Özellikle mahalli seçimlerden sonra artık toplumu manipüle edemeyen iktidardakilerin yeniden “kamplaştırma ve kutuplaştırma siyaseti”ni tahriki dikkat çekici.
Öncelikle Cumhurbaşkanı ile ekonomiden sorumlu bakanların neredeyse her ay “düşecek” nakaratını tekrarladıkları enflasyonda Türkiye’nin dünyada “dördüncü”, Avrupa’da “birinci” çıkmasına karşı bir yığın karartmaya devam ediliyor.
Peşpeşe akaryakıt fiyatlarına getirilen zamlara, elektriğe yüzde 38 zammın her şeye sirayet edeceğine bakmadan emekli ücretlerine yapılacak zammın enflasyona sebep olacağı öne sürülüyor. İnadına dayatılan ve Diyanet’in de doğrudan “faiz olduğu” fetvası verdiği Kur Korumalı Mevduata 1 trilyon 300 milyar lira hebâ ettikten sonra.
Bu yüzden, “tarihin en ağır ekonomik krizi”nde bütün ikazlara rağmen bile bile sapılan çıkmaza karşı âdeta yeni iktidara gelmişler gibi çarpıtmaların ardı arkası kesilmiyor.
EKONOMİNİN AKIBETİNİ SORGULUYOR
2018’den bu yana “Ben ekonomistim, ekonominin sorumlusu benim ben!” iddiasıyla Cumhurbaşkanı’nın “tek kişilik yönetim” referandumunda “verin yetkiyi, bu kardeşiniz bakın enflasyonla, faizle, şunla - bunla nasıl baş edecek!” vaadlerinin “fos” çıkmasına karşı yeni yeni “aldatmalar”a başvuruluyor.

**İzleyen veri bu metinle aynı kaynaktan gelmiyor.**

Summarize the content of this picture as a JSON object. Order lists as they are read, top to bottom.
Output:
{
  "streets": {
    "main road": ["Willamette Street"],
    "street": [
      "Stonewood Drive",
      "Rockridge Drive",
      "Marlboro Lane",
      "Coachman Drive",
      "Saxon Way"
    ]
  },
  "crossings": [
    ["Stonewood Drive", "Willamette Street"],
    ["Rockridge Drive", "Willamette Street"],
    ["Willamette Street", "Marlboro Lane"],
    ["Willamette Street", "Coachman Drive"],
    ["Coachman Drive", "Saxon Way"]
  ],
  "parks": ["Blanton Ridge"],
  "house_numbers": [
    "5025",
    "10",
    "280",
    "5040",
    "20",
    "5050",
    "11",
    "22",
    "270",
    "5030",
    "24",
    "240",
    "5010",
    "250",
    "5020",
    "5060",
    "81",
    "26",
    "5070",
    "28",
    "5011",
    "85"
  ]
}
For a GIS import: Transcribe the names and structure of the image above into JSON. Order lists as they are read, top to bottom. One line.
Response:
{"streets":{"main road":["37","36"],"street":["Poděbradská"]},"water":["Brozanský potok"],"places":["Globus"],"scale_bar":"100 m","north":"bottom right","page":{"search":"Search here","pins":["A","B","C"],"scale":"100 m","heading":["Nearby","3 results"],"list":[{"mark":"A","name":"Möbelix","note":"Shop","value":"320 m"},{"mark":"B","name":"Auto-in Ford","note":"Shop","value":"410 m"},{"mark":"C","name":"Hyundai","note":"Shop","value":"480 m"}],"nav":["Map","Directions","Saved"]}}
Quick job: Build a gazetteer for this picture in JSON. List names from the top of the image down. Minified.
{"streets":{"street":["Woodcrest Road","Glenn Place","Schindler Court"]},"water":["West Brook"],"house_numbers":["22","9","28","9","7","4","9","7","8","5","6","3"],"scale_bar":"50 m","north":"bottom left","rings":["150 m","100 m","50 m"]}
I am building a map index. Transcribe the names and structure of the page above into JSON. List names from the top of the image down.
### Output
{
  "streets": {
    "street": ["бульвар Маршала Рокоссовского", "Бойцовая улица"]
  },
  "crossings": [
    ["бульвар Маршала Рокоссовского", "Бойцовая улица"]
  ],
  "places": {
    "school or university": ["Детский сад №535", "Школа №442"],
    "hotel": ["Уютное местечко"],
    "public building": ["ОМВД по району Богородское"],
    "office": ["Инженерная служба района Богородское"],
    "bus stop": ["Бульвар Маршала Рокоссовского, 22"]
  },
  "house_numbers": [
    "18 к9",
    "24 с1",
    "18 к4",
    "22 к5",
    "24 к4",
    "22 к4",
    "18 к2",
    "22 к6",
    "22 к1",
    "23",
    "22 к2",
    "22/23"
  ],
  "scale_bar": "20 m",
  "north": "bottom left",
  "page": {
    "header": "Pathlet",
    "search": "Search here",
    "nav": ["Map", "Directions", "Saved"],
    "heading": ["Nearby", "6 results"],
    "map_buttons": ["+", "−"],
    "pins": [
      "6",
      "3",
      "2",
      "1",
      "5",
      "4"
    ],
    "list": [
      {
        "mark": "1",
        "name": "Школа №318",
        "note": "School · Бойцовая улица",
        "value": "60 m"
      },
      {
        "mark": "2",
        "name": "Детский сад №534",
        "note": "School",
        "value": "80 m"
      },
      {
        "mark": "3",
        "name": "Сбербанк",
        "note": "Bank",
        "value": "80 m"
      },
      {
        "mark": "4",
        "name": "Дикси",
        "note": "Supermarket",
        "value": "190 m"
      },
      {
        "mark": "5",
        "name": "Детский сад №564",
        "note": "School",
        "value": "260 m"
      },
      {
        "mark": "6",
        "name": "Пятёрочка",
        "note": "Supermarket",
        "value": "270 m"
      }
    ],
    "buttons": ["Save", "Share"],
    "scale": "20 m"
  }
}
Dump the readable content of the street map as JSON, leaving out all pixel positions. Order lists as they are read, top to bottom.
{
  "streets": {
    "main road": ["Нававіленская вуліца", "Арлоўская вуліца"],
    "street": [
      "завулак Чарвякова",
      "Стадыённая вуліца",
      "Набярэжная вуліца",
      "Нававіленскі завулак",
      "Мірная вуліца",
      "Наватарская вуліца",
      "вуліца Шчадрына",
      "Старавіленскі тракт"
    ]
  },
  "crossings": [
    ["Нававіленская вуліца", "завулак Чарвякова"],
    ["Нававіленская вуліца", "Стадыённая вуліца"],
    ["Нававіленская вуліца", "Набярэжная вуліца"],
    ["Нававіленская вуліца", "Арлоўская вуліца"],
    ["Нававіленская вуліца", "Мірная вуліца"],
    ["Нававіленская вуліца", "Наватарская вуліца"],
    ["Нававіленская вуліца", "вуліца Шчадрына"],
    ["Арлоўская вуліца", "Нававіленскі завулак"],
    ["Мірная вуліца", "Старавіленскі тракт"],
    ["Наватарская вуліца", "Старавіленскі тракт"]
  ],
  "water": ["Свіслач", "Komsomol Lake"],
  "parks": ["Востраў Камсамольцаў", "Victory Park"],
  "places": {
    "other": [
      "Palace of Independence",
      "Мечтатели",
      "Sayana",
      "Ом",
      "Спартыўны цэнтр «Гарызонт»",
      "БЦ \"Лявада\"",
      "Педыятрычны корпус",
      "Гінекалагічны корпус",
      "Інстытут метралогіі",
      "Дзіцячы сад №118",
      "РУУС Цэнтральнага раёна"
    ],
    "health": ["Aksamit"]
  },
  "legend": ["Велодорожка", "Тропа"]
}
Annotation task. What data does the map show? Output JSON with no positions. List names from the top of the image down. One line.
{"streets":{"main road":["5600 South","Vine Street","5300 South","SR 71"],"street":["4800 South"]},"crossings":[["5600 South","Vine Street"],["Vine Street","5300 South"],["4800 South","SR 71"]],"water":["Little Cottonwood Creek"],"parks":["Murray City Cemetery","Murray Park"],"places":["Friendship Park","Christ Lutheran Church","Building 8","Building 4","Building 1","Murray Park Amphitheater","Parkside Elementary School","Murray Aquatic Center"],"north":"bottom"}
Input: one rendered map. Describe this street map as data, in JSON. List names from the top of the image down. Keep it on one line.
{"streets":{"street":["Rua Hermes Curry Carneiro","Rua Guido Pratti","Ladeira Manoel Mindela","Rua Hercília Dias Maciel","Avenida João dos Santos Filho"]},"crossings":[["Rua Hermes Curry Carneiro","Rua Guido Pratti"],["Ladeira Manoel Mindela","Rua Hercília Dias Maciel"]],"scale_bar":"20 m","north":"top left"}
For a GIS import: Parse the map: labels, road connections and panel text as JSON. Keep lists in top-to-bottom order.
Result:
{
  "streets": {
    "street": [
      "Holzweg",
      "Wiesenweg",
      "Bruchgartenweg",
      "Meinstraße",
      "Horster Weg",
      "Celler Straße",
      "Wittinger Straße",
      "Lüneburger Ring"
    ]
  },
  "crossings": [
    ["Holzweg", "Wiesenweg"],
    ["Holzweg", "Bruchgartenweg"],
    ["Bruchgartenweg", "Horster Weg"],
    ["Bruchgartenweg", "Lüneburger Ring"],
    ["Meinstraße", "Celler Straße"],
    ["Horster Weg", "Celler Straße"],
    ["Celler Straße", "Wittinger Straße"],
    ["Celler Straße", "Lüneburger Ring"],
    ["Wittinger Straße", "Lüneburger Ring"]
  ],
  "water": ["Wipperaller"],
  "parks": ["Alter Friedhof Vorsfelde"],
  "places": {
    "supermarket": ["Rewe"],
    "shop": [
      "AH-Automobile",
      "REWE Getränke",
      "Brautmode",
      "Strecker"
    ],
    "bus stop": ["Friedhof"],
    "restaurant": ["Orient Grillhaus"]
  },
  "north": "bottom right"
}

Ekonomistlerin tesbitiyle, 100 milyar dolar ekside olan Merkez Bankası’nın swap-borç paralarla “rezervi”nin arttığı ileri sürülürken daha önce “dolandırıcı” diye hakaretler savurduğu, ancak uluslararası finans merkezlerinden para bulması hesâbıyla ısrarla ekonominin başına getirdiği Bakan’ın “IMF’siz IMF politikası” tam gaz dayatılıyor.
Aslında Cumhurbaşkanı’nın emekli maaşlarına dair “Ne verirsek verelim enflasyon karşısında eriyecek” diye “dipsiz kuyu” yakınması, “Saray ekonomisi”nin iflasının ikrarıydı.
Bu yüzden, dolar garantili, Londra mahkemeleri teminatında tahkimli, 100 milyarlarca dolarlık ihaleleri alan sermayeye vergi muafiyetleri, borç silmeler ,kredi ve teşviklerle kıyaklar sunulurken, “yeni vergi yasası”nda yanlış politikalarla, azan israfla yaşanan derin ekonomik bunalımın bedeli yine dar ve sabit gelirlilere, emekli ve emekçiye ödetiliyor. “Çok kazanandan az, az kazanandan çok vergi tahsili” çarpıklığı sergileniyor.
Yıllardır “nereden getirirsen getir, sorulmayacak” diye her türlü istismara yol verildikten sonra Hazine Bakanı’nın “5 milyondan fazla harcamaları soracağız!” dönüşü, yolsuzluk, rüşvet, ihaleye fesad karıştırma, kamu malını yandaşlara peşkeşle kronikleşen hukuksuz; yatırım, üretim, istihdam ve şeffaflıktan yoksun “ekonomi”nin akıbetini ifşa ediyor.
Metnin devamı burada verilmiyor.